* EXERCISE REQUIREMENTS:
Copy out each line of the data that includes the string "Lord".

* INPUT RECORDS:

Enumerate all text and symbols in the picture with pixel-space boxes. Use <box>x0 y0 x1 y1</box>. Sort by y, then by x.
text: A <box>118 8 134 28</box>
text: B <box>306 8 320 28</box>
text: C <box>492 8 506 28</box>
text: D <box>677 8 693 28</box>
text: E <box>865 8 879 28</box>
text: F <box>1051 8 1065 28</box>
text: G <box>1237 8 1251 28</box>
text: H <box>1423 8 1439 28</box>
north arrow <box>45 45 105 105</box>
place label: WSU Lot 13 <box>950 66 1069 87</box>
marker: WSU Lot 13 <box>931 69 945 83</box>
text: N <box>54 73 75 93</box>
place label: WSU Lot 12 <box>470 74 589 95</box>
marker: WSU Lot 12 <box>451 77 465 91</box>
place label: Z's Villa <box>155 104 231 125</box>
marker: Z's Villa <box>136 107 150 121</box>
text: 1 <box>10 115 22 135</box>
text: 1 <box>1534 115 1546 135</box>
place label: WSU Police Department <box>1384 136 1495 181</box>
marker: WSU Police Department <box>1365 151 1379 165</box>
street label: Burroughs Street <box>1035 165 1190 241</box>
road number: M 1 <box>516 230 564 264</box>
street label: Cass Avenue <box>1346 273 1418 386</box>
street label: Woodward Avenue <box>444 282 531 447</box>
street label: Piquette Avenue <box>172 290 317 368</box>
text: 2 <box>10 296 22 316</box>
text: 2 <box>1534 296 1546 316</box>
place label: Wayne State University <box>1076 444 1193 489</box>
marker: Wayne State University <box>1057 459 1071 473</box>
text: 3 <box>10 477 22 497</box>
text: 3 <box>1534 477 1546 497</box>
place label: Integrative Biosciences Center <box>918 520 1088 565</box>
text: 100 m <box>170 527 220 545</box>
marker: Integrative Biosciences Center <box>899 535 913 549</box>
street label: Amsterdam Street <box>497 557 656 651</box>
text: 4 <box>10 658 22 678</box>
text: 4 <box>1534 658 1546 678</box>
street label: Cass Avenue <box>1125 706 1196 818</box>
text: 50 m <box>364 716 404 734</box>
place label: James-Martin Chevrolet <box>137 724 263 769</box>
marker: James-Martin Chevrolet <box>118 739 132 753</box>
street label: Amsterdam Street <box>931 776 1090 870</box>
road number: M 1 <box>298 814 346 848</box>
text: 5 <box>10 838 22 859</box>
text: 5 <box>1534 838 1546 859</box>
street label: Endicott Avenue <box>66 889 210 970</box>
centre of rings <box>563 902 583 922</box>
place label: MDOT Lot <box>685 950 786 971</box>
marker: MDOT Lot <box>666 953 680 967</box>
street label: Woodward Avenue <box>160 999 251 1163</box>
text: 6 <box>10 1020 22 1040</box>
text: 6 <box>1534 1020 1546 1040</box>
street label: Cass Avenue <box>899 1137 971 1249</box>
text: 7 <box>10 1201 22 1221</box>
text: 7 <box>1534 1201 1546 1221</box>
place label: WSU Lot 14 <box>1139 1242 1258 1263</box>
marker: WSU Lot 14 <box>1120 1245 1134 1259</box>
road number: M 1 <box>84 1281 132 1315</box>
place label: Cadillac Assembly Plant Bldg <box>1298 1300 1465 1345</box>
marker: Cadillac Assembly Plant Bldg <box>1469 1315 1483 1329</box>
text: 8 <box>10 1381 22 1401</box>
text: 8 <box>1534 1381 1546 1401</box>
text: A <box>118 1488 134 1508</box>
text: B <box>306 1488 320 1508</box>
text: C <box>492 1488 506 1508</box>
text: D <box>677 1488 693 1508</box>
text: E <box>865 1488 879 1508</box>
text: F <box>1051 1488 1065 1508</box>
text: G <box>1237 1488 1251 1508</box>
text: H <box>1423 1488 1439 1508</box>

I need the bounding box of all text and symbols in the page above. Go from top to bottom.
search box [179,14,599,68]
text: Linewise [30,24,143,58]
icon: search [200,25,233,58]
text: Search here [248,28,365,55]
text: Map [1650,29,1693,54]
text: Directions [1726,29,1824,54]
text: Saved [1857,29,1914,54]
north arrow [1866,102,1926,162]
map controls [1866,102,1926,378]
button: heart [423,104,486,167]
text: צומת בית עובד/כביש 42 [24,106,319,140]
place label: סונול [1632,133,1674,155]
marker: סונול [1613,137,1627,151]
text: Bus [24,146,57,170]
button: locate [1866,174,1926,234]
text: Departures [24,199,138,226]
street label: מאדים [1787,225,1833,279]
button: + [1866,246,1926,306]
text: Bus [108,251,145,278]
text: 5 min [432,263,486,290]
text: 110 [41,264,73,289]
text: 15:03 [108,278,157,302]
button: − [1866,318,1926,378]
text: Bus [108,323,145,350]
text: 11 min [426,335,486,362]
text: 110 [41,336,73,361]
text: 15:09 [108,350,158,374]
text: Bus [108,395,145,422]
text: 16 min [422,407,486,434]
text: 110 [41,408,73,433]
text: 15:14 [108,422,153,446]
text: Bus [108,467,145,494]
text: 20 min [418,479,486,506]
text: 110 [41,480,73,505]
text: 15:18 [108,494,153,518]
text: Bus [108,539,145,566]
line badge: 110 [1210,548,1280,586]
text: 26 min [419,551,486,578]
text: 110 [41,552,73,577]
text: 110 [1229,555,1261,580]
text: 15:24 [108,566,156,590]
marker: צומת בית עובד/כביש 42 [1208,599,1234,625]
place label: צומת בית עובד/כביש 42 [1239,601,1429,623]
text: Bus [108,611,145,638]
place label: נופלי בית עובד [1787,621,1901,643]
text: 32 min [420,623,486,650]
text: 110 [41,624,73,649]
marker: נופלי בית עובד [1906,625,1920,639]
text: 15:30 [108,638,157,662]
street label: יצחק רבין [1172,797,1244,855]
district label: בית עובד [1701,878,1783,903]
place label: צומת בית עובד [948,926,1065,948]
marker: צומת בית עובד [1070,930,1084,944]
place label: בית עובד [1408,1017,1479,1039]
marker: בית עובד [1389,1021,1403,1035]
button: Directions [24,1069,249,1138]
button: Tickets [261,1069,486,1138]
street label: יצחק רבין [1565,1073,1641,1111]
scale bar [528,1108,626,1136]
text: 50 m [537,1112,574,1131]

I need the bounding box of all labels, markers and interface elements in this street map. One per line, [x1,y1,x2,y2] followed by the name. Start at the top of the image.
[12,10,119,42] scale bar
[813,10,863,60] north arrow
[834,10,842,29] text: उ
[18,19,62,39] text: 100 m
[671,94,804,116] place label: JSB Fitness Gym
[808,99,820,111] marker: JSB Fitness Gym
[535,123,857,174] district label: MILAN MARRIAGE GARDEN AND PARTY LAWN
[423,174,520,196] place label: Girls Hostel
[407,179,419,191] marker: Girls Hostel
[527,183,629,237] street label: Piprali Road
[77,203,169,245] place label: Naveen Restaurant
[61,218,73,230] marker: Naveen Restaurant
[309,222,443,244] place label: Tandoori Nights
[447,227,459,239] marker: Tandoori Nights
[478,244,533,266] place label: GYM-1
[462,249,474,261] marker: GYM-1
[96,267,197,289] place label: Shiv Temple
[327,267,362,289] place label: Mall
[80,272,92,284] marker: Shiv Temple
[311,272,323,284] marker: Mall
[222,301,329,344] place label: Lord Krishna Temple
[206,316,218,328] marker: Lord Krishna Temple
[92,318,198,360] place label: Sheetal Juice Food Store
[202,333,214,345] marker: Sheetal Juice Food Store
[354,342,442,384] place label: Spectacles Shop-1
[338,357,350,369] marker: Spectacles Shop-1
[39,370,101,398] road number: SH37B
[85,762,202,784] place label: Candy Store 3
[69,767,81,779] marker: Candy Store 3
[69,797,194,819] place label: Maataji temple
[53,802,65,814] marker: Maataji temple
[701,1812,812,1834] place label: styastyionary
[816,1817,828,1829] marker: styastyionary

* RESPONSE TO THIS TASK:
[222,301,329,344] place label: Lord Krishna Temple
[206,316,218,328] marker: Lord Krishna Temple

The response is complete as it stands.